For the records that follow, give the number of lines in which the word "rows" occurs, with nothing added.

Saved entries
* * * *

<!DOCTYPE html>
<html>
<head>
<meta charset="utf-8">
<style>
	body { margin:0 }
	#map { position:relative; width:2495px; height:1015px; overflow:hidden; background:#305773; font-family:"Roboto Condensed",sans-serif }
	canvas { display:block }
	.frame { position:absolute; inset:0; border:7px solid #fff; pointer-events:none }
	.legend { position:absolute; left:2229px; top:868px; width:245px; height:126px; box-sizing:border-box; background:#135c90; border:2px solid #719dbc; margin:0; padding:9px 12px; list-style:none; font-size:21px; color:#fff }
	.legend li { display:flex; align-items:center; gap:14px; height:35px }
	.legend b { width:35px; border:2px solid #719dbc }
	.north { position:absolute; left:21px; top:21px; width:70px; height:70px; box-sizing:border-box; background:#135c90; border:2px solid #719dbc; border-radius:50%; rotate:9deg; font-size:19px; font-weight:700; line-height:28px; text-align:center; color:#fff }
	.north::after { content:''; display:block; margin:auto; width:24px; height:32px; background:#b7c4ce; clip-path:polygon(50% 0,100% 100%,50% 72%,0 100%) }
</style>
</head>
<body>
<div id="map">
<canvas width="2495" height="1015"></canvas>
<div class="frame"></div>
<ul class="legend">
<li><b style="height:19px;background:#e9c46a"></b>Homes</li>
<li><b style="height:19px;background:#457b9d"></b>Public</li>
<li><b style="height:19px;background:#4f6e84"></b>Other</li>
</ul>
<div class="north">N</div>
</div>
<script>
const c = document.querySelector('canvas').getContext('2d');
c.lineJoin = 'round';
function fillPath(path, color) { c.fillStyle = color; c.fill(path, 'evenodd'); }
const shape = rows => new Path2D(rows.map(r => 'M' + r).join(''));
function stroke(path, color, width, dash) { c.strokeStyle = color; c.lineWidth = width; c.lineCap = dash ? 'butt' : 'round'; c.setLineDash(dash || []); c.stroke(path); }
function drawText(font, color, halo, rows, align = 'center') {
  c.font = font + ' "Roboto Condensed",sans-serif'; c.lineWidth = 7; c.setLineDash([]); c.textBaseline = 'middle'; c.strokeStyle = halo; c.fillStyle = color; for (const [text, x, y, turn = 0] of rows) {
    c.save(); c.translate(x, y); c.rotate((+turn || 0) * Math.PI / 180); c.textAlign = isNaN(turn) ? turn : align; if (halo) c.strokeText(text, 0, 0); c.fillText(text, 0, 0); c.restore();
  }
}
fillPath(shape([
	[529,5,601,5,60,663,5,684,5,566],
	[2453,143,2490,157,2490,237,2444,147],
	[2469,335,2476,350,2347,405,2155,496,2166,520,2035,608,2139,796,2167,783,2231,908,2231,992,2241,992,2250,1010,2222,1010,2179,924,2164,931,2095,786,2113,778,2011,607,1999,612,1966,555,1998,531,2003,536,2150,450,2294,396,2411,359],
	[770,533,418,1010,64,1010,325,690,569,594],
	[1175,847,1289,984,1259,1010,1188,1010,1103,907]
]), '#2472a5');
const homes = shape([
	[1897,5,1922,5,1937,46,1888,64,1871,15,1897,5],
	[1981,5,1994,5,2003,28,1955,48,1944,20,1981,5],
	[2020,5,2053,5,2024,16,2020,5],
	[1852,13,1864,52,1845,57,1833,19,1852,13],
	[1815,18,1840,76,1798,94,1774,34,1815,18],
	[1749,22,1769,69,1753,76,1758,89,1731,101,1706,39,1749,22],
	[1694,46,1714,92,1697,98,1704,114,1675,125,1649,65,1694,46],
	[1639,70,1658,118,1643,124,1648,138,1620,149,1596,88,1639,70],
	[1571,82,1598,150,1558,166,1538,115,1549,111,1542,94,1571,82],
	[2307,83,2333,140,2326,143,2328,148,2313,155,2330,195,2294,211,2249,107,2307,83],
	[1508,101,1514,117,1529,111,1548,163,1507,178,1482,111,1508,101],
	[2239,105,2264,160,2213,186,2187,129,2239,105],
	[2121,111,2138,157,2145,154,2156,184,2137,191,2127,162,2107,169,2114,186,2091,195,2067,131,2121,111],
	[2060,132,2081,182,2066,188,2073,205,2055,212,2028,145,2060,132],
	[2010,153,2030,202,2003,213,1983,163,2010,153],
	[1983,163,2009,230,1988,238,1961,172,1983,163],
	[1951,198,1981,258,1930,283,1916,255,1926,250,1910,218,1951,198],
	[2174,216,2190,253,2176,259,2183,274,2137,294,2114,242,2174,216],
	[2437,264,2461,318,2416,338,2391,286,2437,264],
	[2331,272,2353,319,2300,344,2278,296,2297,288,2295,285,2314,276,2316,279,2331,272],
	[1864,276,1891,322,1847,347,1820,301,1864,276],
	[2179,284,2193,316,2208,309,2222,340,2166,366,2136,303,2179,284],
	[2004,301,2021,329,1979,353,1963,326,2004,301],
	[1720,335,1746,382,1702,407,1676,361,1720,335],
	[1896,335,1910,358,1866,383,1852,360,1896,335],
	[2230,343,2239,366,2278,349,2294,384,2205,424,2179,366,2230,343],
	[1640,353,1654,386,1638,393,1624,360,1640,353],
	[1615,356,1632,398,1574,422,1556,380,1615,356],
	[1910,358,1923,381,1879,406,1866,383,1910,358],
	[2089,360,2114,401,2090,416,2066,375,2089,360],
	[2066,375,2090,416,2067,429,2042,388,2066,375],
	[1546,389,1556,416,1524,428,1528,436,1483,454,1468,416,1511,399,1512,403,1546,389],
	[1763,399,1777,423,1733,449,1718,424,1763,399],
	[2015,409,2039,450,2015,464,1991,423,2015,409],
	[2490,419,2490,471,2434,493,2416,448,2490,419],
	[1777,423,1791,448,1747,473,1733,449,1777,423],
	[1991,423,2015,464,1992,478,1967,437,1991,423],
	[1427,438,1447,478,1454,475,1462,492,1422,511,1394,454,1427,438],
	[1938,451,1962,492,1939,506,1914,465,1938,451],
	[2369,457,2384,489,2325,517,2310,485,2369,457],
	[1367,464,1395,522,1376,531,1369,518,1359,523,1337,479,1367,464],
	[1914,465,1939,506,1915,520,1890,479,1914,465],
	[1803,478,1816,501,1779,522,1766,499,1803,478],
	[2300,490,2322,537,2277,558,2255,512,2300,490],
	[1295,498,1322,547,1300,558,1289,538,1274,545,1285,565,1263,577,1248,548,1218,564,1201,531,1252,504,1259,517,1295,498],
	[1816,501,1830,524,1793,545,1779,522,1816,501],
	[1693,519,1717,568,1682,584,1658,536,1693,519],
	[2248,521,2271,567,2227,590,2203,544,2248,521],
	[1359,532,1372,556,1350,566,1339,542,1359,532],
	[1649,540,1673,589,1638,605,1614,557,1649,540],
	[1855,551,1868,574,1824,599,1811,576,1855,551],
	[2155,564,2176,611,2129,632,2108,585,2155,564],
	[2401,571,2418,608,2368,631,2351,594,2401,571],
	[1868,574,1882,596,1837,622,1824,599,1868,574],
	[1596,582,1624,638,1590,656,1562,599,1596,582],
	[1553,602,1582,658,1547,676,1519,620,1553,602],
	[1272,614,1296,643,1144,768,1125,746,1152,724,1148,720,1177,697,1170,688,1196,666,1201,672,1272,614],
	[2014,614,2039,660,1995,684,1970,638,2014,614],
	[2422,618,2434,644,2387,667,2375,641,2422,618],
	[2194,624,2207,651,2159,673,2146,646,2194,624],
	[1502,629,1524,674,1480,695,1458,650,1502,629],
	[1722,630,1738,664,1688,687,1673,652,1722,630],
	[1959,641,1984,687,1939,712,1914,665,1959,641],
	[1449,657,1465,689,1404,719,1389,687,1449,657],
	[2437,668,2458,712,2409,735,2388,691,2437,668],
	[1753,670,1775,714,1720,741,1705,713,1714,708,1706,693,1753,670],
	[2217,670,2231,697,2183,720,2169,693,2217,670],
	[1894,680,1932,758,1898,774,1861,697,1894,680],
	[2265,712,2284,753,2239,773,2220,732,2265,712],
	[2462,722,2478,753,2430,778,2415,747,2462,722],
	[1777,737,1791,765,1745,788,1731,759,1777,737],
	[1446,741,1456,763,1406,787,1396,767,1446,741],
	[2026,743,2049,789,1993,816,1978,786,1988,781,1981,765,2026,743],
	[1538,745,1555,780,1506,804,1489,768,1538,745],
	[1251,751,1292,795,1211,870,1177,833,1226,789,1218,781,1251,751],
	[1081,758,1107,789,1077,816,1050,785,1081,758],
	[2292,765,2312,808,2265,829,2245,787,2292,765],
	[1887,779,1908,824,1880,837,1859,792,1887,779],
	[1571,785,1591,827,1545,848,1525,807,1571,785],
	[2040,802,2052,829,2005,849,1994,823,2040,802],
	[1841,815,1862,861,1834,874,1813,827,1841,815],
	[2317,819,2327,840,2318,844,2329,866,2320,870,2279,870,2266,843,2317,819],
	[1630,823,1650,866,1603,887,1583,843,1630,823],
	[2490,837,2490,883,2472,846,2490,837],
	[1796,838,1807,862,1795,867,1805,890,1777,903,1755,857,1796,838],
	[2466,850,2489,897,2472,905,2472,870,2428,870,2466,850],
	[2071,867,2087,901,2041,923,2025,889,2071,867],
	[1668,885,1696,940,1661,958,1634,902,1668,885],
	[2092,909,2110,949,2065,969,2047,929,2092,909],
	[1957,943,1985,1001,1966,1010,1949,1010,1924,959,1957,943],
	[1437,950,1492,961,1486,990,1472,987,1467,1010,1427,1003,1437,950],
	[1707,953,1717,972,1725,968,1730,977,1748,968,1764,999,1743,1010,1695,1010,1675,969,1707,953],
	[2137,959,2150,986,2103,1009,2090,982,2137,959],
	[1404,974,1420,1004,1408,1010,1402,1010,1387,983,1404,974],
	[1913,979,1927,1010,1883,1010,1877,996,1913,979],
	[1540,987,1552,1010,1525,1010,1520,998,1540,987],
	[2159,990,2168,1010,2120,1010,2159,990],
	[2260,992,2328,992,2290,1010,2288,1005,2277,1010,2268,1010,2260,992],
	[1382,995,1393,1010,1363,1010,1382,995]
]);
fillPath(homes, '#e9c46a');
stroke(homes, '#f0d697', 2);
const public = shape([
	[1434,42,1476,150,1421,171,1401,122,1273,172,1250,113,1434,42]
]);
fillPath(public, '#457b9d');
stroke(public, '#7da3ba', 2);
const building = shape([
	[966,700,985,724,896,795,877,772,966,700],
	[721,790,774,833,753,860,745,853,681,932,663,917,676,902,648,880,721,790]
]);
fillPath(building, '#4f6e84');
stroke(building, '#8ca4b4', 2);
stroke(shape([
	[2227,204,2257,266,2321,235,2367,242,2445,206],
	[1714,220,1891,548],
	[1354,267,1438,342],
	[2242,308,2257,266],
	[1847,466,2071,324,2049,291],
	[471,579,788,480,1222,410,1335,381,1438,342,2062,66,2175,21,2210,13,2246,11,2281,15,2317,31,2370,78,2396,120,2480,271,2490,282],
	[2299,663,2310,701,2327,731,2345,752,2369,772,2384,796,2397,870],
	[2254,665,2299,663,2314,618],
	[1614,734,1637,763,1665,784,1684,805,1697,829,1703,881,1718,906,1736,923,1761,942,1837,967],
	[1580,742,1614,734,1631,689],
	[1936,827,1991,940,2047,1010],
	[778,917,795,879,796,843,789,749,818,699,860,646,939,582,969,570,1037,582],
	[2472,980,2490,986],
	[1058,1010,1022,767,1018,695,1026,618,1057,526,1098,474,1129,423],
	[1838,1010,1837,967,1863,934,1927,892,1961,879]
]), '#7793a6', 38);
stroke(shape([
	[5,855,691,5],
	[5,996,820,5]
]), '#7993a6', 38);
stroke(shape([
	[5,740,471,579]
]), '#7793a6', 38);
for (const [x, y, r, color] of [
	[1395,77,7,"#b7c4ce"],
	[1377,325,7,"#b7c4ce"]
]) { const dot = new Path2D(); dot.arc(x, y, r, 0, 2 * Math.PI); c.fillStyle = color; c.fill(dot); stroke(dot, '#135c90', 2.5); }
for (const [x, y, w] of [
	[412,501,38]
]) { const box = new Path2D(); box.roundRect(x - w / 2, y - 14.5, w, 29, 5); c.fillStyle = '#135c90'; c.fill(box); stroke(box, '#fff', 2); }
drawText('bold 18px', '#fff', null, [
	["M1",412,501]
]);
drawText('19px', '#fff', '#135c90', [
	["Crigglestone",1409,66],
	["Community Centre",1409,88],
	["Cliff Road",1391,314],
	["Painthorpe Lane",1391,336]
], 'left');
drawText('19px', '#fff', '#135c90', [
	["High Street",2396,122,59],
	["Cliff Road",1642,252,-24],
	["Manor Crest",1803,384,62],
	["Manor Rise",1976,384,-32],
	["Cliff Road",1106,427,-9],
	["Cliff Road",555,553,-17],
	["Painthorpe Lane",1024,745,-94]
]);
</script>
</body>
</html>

* * * *

# Answer:
3